ALGERNON.—Para poder verla a usted.

CECILIA.—
(a Gwendolen)
Me parece una explicación sumamente satisfactoria, ¿no es así?

GWENDOLEN.—Sí, querida, si aceptas en creerle.

CECILIA.—Pienso que miente; sin embargo, eso no influye para nada en la asombrosa belleza de su respuesta.

GWENDOLEN.—Es verdad. En cuestiones de gran importancia, el estilo, y no la franqueza, es lo esencial. Señor Worthing, ¿cómo va a explicarme su falsa afirmación de que tenía un hermano? ¿Lo hizo para tener la oportunidad de viajar a Londres a verme lo más a menudo posible?

JACK.—¿Puede dudarlo, señorita Fairfax?

GWENDOLEN.—Serios motivos me hacen dudarlo. Sin embargo, pienso hacerlos desaparecer. No es momento para la desconfianza a la alemana.
(Caminando hacia Cecilia.)
Sus explicaciones parecen totalmente satisfactorias, sobre todo la del señor Worthing. Y, a mi juicio, me parece que llevan el sello de la verdad.

CECILIA.—Estoy más satisfecha con lo que ha dicho el señor Moncrieff. Sólo su voz inspira una absoluta confianza.

GWENDOLEN.—Entonces, ¿piensas que deberíamos perdonarlos?

CECILIA.—Sí.

GWENDOLEN.—¿Verdad que sí? Yo ya he perdonado. Están en juego principios que no se pueden abandonar. ¿Quién de nosotras debe decírselos? No es una tarea agradable.

CECILIA.—¿Podríamos decírselos, las dos al mismo tiempo?

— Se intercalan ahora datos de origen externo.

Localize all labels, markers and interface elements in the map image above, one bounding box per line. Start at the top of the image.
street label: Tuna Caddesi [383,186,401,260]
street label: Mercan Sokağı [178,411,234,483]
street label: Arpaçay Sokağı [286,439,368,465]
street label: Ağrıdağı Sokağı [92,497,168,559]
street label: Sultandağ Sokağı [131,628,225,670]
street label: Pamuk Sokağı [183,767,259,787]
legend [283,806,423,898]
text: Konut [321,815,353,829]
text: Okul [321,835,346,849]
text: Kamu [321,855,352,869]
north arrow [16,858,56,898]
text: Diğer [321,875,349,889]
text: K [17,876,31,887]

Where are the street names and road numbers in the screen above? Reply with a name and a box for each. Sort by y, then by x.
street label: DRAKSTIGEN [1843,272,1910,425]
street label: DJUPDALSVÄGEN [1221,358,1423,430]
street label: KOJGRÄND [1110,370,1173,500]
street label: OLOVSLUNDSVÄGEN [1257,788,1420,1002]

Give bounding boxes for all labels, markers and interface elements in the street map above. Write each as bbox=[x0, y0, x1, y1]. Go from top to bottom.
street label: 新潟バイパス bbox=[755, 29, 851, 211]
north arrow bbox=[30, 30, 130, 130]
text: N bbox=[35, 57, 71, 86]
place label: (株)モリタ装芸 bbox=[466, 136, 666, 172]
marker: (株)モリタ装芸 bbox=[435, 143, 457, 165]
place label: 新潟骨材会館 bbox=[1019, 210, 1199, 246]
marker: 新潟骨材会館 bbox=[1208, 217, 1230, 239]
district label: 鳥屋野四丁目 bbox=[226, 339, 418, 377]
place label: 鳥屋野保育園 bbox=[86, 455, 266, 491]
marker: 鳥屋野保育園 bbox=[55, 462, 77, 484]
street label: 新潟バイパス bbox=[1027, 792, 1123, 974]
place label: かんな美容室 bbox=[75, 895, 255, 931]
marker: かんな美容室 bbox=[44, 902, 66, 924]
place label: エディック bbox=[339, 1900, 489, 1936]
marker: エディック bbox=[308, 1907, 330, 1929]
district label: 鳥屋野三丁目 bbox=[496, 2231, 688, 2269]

GWENDOLEN.—¡Excelente idea! Siempre hablo a la vez que otras personas. ¿Quieres que te marque el paso?

CECILIA.—Sí.

Gwendolen marca el compás levantando el dedo.

GWENDOLEN y CECILIA.—
(hablando a la vez)
Sus nombres de pila siguen siendo una barrera infranqueable. ¡Esto es todo!

ALGERNON y JACK.—
(hablando también a la vez)
¿Nuestros nombres de pila? ¿No hay otro inconveniente? ¡No se preocupen, nos bautizaremos por la tarde de hoy!

GWENDOLEN.—
(a Jack)
¿Está dispuesto a hacer esa terrible cosa para agradarme?

JACK.—Estoy decidido.

CECILIA.—
(a Algernon)
Y, por complacerme, ¿estás preparado a enfrentar esa tremenda experiencia?

ALGERNON.—La enfrentaré.

GWENDOLEN.—¡Qué absurdo es hablar de la igualdad de sexos! Cuando se trata del sacrificio de sí mismo, los hombres van infinitamente más lejos que nosotras.

JACK.—Lo estamos.
(Estrecha la mano a Algernon.)

CECILIA.—Tienen ellos momentos de valor físico que nosotras desconocemos en absoluto.

GWENDOLEN.—
(a Jack)
¡Mi vida!

ALGERNON.—
(a Cecilia)
¡Mi amor!

Caen las unas en los brazos de otros. Aparece Merriman. Al ver la situación, tose muy fuerte.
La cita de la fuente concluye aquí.